Supplied records section start

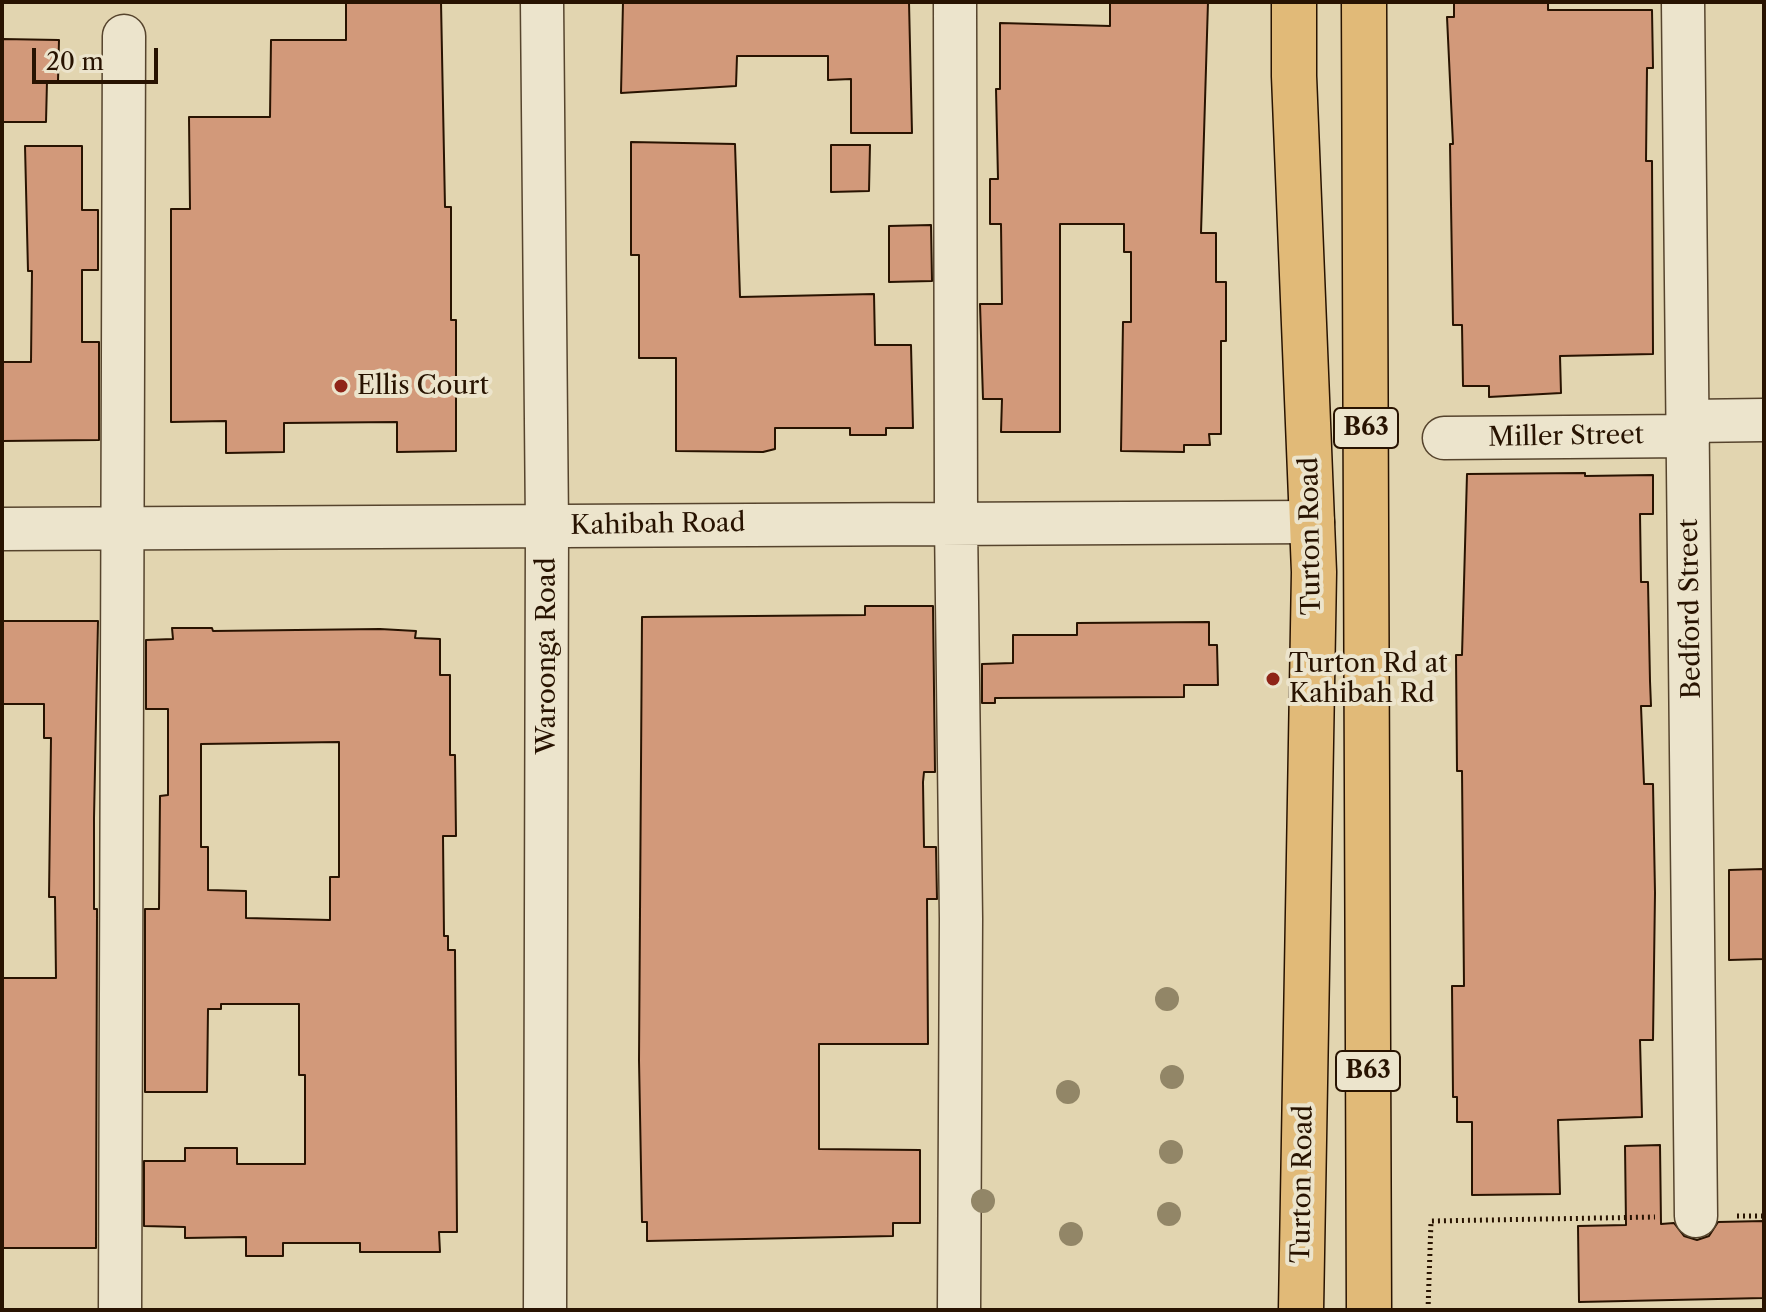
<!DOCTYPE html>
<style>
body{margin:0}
#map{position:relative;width:1766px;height:1312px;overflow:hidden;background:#e2d5b0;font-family:"Libre Caslon Text",serif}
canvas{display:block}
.frame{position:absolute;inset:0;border:4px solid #281301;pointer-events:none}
.scale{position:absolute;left:32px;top:48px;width:126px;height:36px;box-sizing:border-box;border:4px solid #281301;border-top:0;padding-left:10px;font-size:24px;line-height:28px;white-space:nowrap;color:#281301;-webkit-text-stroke:6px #ece4cc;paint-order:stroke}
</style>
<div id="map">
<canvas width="1766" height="1312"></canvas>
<div class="frame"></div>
<div class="scale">20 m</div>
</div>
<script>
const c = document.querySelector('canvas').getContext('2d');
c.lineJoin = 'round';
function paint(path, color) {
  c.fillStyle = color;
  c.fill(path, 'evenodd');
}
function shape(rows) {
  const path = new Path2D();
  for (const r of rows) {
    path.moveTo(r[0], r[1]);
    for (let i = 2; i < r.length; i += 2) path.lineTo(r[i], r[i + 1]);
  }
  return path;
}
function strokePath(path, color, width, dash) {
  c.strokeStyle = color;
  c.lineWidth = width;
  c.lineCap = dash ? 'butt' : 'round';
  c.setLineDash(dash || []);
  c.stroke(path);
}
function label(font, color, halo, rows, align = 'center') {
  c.font = font + ' "Libre Caslon Text",serif';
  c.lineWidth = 8;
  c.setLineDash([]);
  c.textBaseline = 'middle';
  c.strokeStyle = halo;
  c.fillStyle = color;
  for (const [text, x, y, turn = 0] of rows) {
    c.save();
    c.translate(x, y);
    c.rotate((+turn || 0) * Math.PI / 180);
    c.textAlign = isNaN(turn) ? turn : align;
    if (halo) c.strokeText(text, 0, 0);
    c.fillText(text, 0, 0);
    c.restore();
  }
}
const building = shape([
 [441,2,445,207,451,207,451,320,456,320,456,451,397,452,397,422,284,423,284,452,226,453,226,421,171,422,171,209,190,209,189,117,270,117,271,40,346,40,346,3,441,2],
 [623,2,909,2,912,133,851,133,851,79,828,80,828,56,737,56,736,86,621,93,623,2],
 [1110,2,1208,2,1201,233,1216,233,1216,282,1226,282,1226,341,1221,341,1221,434,1209,434,1210,445,1184,445,1184,452,1121,451,1123,322,1131,322,1131,252,1124,252,1124,224,1060,224,1060,432,1001,432,1002,399,983,399,980,304,1002,304,1001,224,990,224,990,179,998,179,996,89,1000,89,1000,23,1110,26,1110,2],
 [1454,2,1548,2,1548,10,1652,10,1653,68,1647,68,1646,161,1652,161,1653,354,1560,356,1561,393,1489,397,1489,386,1463,386,1462,325,1453,325,1450,144,1453,144,1447,17,1454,17,1454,2],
 [2,39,59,40,58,81,47,81,46,122,2,122,2,39],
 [631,142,735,144,740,297,874,294,875,345,911,345,913,428,886,428,886,435,850,435,850,428,775,428,775,449,763,452,676,451,676,358,639,358,639,255,631,255,631,142],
 [831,145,870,145,869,191,831,192,831,145],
 [25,146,82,146,82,210,98,210,98,270,82,270,82,342,99,342,99,440,2,441,2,362,31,362,32,271,28,271,25,146],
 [931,225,932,281,889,282,889,226,931,225],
 [1585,473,1585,476,1653,475,1653,514,1640,514,1641,582,1648,582,1650,681,1651,706,1641,706,1644,784,1653,784,1655,893,1653,1040,1640,1040,1642,1117,1558,1120,1560,1194,1472,1195,1472,1122,1457,1122,1457,1097,1453,1097,1452,986,1464,986,1462,771,1457,771,1456,655,1462,655,1467,474,1585,473],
 [865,606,933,606,935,772,924,772,923,782,924,847,936,847,937,899,927,899,928,1044,819,1044,819,1149,920,1150,920,1223,893,1223,893,1236,647,1241,647,1222,642,1222,639,1060,642,617,865,615,865,606],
 [2,621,98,621,94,818,94,909,97,909,96,1248,2,1248,2,978,56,978,55,897,49,897,51,738,44,738,44,704,2,704,2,621],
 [1209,622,1209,645,1217,645,1218,685,1184,685,1184,697,995,698,995,703,982,703,982,664,1013,663,1013,635,1077,635,1077,623,1209,622],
 [172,628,212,628,213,631,380,629,416,631,415,638,440,639,440,675,450,675,450,755,455,755,456,836,443,836,444,936,448,936,448,950,455,950,457,1232,439,1232,440,1252,360,1252,360,1243,283,1243,283,1256,246,1256,246,1237,185,1238,185,1227,144,1226,144,1161,185,1161,185,1148,237,1148,237,1164,305,1164,305,1075,299,1075,299,1004,221,1004,221,1009,208,1009,207,1092,145,1092,145,909,159,909,160,796,168,795,168,709,146,709,146,640,173,639,172,628],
 [339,742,339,877,330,877,330,920,246,918,246,891,208,890,208,847,201,847,201,744,339,742],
 [1764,869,1764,959,1729,960,1729,870,1764,869],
 [1660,1145,1661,1224,1674,1223,1684,1236,1697,1240,1709,1236,1718,1222,1764,1221,1764,1298,1579,1302,1578,1226,1626,1225,1625,1146,1660,1145]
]);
paint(building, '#d2997a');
strokePath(building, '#281301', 2);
const minor = shape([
 [542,2,547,526,545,1310],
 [955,2,956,522,961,919,959,1310],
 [1683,2,1696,1216],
 [1689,421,1764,420],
 [1444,438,1689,436],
 [2,529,1313,522],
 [120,1310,124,36]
]);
const major = shape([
 [1294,2,1294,76,1314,572,1301,1310],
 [1364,2,1369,1310]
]);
strokePath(minor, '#56442d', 45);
strokePath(major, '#281301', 47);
strokePath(shape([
 [1737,1216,1764,1216],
 [1428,1310,1431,1221,1655,1217]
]), '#281301', 5, [2, 4]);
strokePath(minor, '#ece4cc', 42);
strokePath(major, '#e1ba78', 44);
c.fillStyle = '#928667';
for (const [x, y] of [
 [1167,999],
 [1172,1077],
 [1068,1092],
 [1171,1152],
 [983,1201],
 [1169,1214],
 [1071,1234]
]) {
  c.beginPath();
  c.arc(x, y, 12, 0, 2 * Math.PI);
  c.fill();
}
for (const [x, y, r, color] of [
 [341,386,8,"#8f2418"],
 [1273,679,8,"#8f2418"]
]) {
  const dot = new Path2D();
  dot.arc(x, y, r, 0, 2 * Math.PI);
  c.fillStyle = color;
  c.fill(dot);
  strokePath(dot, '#ece4cc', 3);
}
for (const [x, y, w] of [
 [1366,428,64],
 [1368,1071,64]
]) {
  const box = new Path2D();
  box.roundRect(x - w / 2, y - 20, w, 40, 6);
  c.fillStyle = '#ece4cc';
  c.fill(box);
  strokePath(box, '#281301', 2);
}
label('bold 24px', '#281301', null, [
 ["B63",1366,428],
 ["B63",1368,1071]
]);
label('26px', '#281301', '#ece4cc', [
 ["Ellis Court",357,386],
 ["Turton Rd at",1289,664],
 ["Kahibah Rd",1289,694]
], 'left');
label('26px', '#281301', '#ece4cc', [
 ["Miller Street",1566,437,-1],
 ["Kahibah Road",658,525,-1],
 ["Turton Road",1311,536,-91],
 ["Bedford Street",1691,609,-91],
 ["Waroonga Road",547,656,-90],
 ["Turton Road",1303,1184,-89]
]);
</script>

Supplied records section end

In the data above, please extract the lines from the first one through the line with "for (const r", exactly, and keep pictures out.

**Written solution**
<!DOCTYPE html>
<style>
body{margin:0}
#map{position:relative;width:1766px;height:1312px;overflow:hidden;background:#e2d5b0;font-family:"Libre Caslon Text",serif}
canvas{display:block}
.frame{position:absolute;inset:0;border:4px solid #281301;pointer-events:none}
.scale{position:absolute;left:32px;top:48px;width:126px;height:36px;box-sizing:border-box;border:4px solid #281301;border-top:0;padding-left:10px;font-size:24px;line-height:28px;white-space:nowrap;color:#281301;-webkit-text-stroke:6px #ece4cc;paint-order:stroke}
</style>
<div id="map">
<canvas width="1766" height="1312"></canvas>
<div class="frame"></div>
<div class="scale">20 m</div>
</div>
<script>
const c = document.querySelector('canvas').getContext('2d');
c.lineJoin = 'round';
function paint(path, color) {
  c.fillStyle = color;
  c.fill(path, 'evenodd');
}
function shape(rows) {
  const path = new Path2D();
  for (const r of rows) {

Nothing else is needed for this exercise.